Reports of damage are still flowing in from remote spots across the archipelago of about 300 islands devastated late on Saturday by tropical cyclone Winston, which packed winds of 230 kph (143 mph) that gusted up to 325 kph (202 mph).
Several hours of harsh winds and torrential rains tore up homes and cut power, water and communications links across the nation of about 900,000 people, but the capital, Suva, escaped the brunt, after a last minute change in direction of the storm.
Prime Minister Frank Bainimarama confirmed the death toll, saying officials were working urgently to “assess and address the damage in our maritime regions”.
Past cyclones had not caused so much damage, said businessman Jay Dayal, who lives near Rakiraki, on the north coast of Fiji’s main island, where the cyclone hit land.
“I wouldn’t be surprised if people are now starting to go without food,” Dayal told Reuters. “It looks like a different country, it doesn’t look like Fiji.”
Police and armed forces have fanned out for rescue efforts amid concerns of flash flooding and mudslides, despite being hampered by trees and power lines blocking roads.
Fiji has declared a 30-day state of emergency, with schools ordered to shut. A nationwide curfew will continue until Monday morning with electricity supply to some areas deliberately cut, to avert further damage or injury.
An elderly man died on Koro Island when a roof fell on him, authorities said earlier. In a nearby village, 50 homes were reported to have been destroyed.
“Some villages have reported that all homes have been destroyed,” Jone Tuiipelehaki of the United Nations Development Program tweeted late on Saturday.
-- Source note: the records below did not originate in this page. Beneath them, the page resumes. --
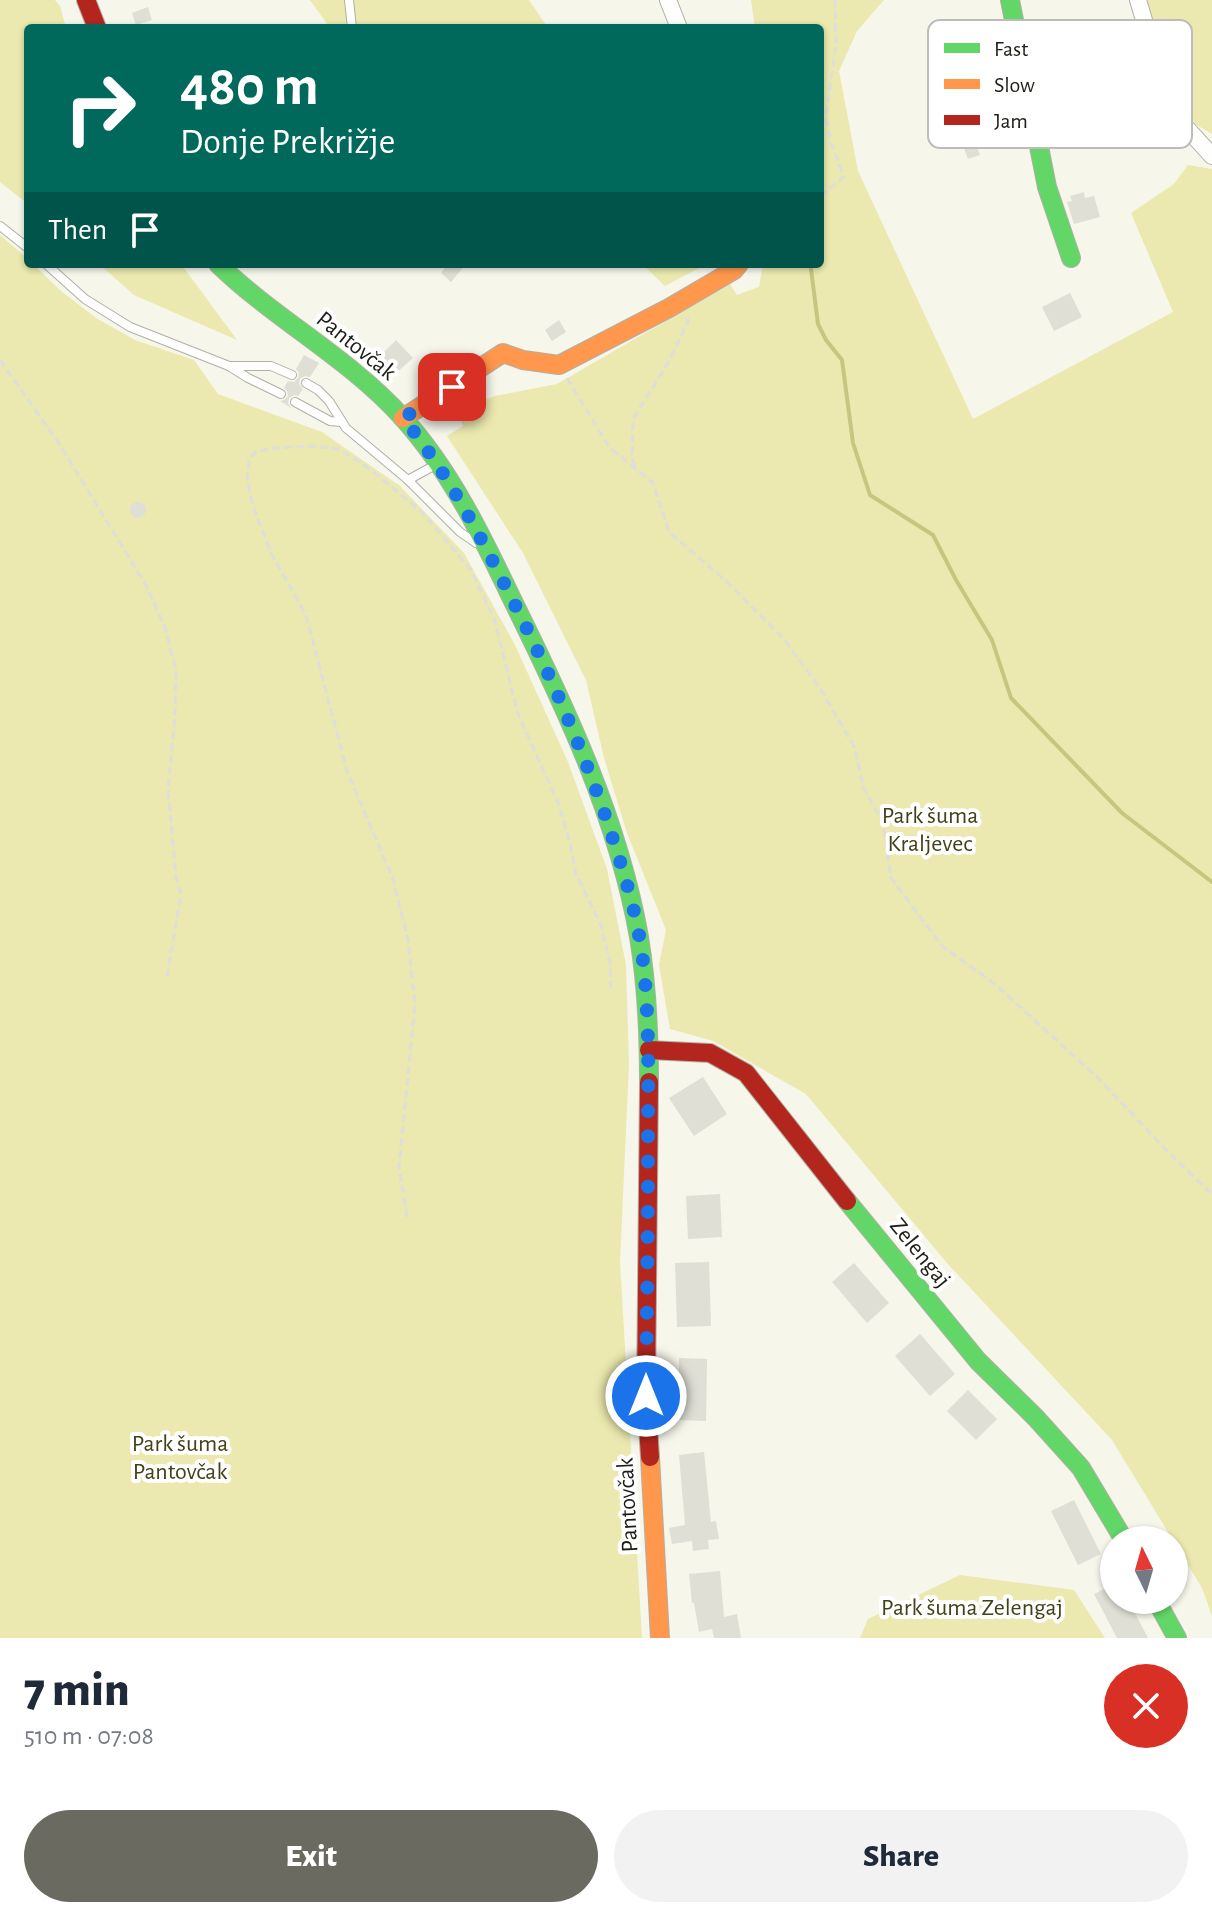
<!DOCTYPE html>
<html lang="en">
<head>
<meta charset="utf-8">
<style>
  body { margin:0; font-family:"Alegreya Sans",sans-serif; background:#f2f2f3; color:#1f2937; height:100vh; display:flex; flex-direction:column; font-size:30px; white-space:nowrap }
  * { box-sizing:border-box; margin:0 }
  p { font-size:26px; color:#747a83 }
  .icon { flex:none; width:44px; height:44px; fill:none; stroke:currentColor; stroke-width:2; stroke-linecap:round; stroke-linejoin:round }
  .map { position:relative; height:1638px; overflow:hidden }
  .drawer { display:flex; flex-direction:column; background:#fff; flex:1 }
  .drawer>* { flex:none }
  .banner { position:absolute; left:24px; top:24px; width:800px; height:244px; border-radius:8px; box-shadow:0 2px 6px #0004; background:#00695c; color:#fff; overflow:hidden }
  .needle { width:52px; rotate:355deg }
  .fabs { position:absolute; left:1100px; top:1526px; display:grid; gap:16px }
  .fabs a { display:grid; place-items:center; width:88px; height:88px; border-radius:50%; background:#fff; box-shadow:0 2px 6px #0004; font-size:40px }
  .pin { position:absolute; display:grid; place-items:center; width:68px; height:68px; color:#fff; margin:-34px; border-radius:16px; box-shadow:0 4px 12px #0006 }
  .me { position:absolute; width:88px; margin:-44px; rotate:0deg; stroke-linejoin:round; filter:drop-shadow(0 0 6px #0008) }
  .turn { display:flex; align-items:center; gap:28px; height:168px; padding:0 24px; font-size:36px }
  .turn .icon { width:104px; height:104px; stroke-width:2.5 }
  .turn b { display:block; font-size:56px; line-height:68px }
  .then { display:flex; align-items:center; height:76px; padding:0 24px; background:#0003; gap:16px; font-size:30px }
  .round { display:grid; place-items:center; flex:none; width:84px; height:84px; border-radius:42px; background:#f2f2f3 }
  .overview { display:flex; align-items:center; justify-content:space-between; height:136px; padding:0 24px }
  h1 { font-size:48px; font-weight:800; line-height:60px }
  .button { display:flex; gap:16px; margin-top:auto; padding:16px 24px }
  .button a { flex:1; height:92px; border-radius:48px; background:#6a6a61; color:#fff; font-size:32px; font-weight:800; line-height:92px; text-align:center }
  .button a+a { background:#f2f2f3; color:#1f2937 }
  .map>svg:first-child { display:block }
  .green { fill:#ebe9af }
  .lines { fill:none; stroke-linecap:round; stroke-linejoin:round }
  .stream { stroke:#c8c67e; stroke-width:4 }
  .building { fill:#dfdfd6 }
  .lane-casing { stroke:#b0b0a7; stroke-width:10 }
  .street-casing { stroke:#b0b0a7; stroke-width:18 }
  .fast-casing { stroke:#b0b0a7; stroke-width:20 }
  .slow-casing { stroke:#b0b0a7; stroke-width:20 }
  .jam-casing { stroke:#b0b0a7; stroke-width:20 }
  .path { stroke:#dededb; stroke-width:3; stroke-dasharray:8 4; stroke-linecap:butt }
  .lane { stroke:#fefefc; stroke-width:8 }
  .street { stroke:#fefefc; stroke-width:16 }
  .fast { stroke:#63d668; stroke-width:18 }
  .slow { stroke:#ff974d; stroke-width:18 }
  .jam { stroke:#b3261e; stroke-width:18 }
  .route { stroke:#1a73e8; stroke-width:14; stroke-dasharray:0 25.2 }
  .labels { text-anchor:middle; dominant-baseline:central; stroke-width:8; stroke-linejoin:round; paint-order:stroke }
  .street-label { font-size:24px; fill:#1e1e17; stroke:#fff }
  .park-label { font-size:24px; fill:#434118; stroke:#fff }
  .key { fill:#fff; stroke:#bcbcb9; stroke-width:2 }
  .key-label { font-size:22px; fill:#1e1e17 }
</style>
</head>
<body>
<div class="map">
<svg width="1212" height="1638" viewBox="0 0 1212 1638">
  <rect width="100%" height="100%" fill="#f6f6ea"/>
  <g class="green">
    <polygon points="0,0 55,0 60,6 66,28 28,28 28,204 0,182"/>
    <polygon points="310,0 529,0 548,28 330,28"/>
    <polygon points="751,0 884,0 857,31 839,71 858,171 973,419 1173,312 1131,213 1174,184 1188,165 1212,169 1212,1616 1202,1588 1112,1440 947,1263 806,1094 713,1041 670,1029 659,965 666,930 627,833 604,758 586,680 523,553 447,436 463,426 458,410 495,396 557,384 730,284 737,295 759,287 763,264 820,264 820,28 755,28"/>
    <polygon points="1146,0 1212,0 1212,134 1195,124 1172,80"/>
    <polygon points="0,235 28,259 28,264 33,264 61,291 96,318 135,340 194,360 218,394 322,432 400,486 464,553 515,645 568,762 607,869 626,965 629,1064 620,1262 642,1638 0,1638"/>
    <polygon points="99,264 181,264 237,340 134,295"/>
    <polygon points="642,264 707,264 665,286"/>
    <polygon points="960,1575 1074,1590 1105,1638 860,1638 868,1619"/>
  </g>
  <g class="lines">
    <polyline class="stream" points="811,269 818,324 826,340 842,360 853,443 870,495 933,535 956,580 992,640 1011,698 1122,813 1212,882"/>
  </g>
  <g class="building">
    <polygon points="148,7 152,20 136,25 132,13"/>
    <polygon points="967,120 980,155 968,159 955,125"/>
    <polygon points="1084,192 1085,198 1094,196 1100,217 1074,224 1067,202 1072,201 1070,196"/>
    <polygon points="448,264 466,264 451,282 441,273"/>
    <polygon points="1070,293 1082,317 1054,331 1042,307"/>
    <polygon points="559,320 566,332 552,341 545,330"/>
    <polygon points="396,340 413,358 394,375 378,358"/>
    <polygon points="304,355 319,363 310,377 305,376 300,379 299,384 303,389 298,396 294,395 289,398 288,403 291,408 280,401 284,400 288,396 287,391 284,388 288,381 294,382 298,378 299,373 296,369"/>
    <circle cx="138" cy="510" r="8"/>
    <polygon points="703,1077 727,1114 694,1136 669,1098"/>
    <polygon points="720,1194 722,1237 688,1239 686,1196"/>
    <polygon points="709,1262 711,1326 677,1327 675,1263"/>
    <polygon points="854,1263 889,1303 867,1323 832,1282"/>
    <polygon points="920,1334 955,1374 930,1396 895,1356"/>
    <polygon points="679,1358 707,1359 706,1421 678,1420"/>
    <polygon points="968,1390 997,1419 976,1440 947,1411"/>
    <polygon points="704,1452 711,1522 716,1521 719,1539 708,1540 709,1549 693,1551 692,1541 672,1544 669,1528 685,1525 679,1455"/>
    <polygon points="1074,1500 1101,1554 1078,1565 1051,1511"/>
    <polygon points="720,1571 724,1617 737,1614 741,1638 714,1638 712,1629 699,1632 694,1603 692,1603 689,1574"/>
    <polygon points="1114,1584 1114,1600 1128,1600 1148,1638 1117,1638 1094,1594"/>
  </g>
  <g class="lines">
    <g class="lane-casing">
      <g id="lane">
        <polyline points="349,0 352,28"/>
        <polyline points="0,226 28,248"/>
        <polyline points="46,264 85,299 130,327 229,366 271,366 292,375"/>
        <polyline points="229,366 248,378 281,394"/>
        <polyline points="306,383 318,390 329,401 346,428 408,480 437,464"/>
        <polyline points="295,402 330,421 341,422"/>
        <polyline points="408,480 460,532 476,543"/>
      </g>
    </g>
    <g class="street-casing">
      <g id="street">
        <polyline points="668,0 679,28"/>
        <polyline points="1138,0 1163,84 1182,123 1212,156"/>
      </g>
    </g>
    <g class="fast-casing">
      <g id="fast">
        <polyline points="1010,0 1047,187 1071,258"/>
        <path d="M218,264C276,320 349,358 403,418C450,470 482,536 512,599C565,706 618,818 639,937C647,985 649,1033 649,1082"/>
        <polyline points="847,1201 978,1361 1036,1418 1081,1468 1124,1540"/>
        <polyline points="1156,1600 1177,1638"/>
      </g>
    </g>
    <g class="slow-casing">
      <g id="slow">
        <polyline points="403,418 503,353 523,360 559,365 669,308 734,270 739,264"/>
        <polyline points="650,1457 660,1638"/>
      </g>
    </g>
    <g class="jam-casing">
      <g id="jam">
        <polyline points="86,0 97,28"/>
        <polyline points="649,1050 710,1053 746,1073 847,1201"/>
        <polyline points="649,1082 646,1396 650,1457"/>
      </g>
    </g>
    <g class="path">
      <polyline points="820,196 844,177 831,143 826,117 836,45 835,0"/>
      <polyline points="0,360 60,445 147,587 165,628 176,670 175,716 168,788 176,878 181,894 167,976"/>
      <polyline points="567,378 609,447 653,483 669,532 726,581 783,638 820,688 855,748 863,787 883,823 891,878 942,946 995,984 1098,1078 1170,1154 1212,1194"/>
      <polyline points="635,466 632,458 633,419 668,363 688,322 687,317"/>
      <polyline points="407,1217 399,1167 415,1004 408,940 393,879 347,771 306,615 271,553 253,506 247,480 249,461 255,452 273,448 313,446 339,449 370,469 422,512 470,569 494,618 518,714 559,805 570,843 576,874 601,925 610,963 611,993"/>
    </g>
    <use href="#lane" class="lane"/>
    <use href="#street" class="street"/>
    <use href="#fast" class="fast"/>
    <use href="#slow" class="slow"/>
    <use href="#jam" class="jam"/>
  </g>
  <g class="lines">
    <path class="route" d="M452,387L403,418C448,473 480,536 512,599C548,669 579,741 605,815C621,863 637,911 643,961C650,1022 648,1082 648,1142C648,1227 647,1312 646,1396"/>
  </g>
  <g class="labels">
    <g class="street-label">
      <text transform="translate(356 346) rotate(39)">Pantovčak</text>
      <text transform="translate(920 1253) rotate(51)">Zelengaj</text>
      <text transform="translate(628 1505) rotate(-93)">Pantovčak</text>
    </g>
    <g class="park-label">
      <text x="930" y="816">Park šuma<tspan x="930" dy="28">Kraljevec</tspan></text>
      <text x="180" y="1444">Park šuma<tspan x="180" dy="28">Pantovčak</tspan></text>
      <text x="972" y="1608">Park šuma Zelengaj</text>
    </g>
  </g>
  <rect x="928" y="20" width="264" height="128" rx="12" class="key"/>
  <rect x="944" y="43" width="36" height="10" fill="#63d668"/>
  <rect x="944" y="79" width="36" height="10" fill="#ff974d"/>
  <rect x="944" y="115" width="36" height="10" fill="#b3261e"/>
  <g class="key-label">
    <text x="994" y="56">Fast</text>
    <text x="994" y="92">Slow</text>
    <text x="994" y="128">Jam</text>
  </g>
</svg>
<div class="fabs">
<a><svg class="needle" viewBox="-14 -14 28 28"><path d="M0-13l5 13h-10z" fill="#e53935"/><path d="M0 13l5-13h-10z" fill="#747a83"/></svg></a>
</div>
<div class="pin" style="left:452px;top:387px;background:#d93025"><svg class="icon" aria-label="arrive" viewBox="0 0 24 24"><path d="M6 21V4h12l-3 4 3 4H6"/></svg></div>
<svg class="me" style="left:646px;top:1396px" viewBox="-20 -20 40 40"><circle r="17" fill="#1a73e8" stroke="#fff" stroke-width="3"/><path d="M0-11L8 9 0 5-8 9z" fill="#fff"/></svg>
<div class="banner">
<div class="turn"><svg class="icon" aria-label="right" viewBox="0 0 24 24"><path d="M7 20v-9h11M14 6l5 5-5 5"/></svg><div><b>480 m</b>Donje Prekrižje</div></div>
<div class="then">Then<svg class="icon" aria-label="arrive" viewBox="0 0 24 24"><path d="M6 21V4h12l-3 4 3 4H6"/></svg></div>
</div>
</div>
<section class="drawer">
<div class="overview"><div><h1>7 min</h1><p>510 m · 07:08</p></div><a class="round" style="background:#d93025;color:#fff"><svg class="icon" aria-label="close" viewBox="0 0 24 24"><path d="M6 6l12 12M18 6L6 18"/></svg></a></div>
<div class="button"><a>Exit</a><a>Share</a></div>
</section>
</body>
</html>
Alice Clements, an official with UNICEF based in Suva, told Reuters she was concerned for hundreds of people who live in low-lying river areas in tin sheds, cultivating backyard crops for subsistence and sale in markets.
“The images that we’re starting to see roll in are terrifying,” she said by telephone, describing visuals of a car on a building roof and a small plane nose down in debris.
Australian Foreign Minister Julie Bishop said she had offered to send a P-3 Orion aircraft to carry out aerial surveillance of the outer-lying islands.
“At this stage, I believe, the Fijian Government is coming to terms with the damage,” Bishop told the Australian Broadcasting Corp.
About 1,200 Australians are registered as being in Fiji, although there could be many more, she added. Australians are frequent travellers to the archipelago, thronged by around 340,000 tourists each year.
People had flocked to 758 evacuation centres on Saturday, while tourists hunkered down in hotel ballrooms and conference rooms in coastal areas.
“We had a pretty hairy night here with the wind and the rain and we weren’t even in the direct pathway of the cyclone,” said Anna Cowley, a CARE Australia official based in Suva.
The United Nations Office for the Coordination of Humanitarian Affairs (OCHA) said it had an emergency response team on standby, but Bainimarama had not yet asked for help.
Airlines Virgin and Jetstar on Saturday suspended flights at Fiji’s international airport, and the national carrier suspended all flights.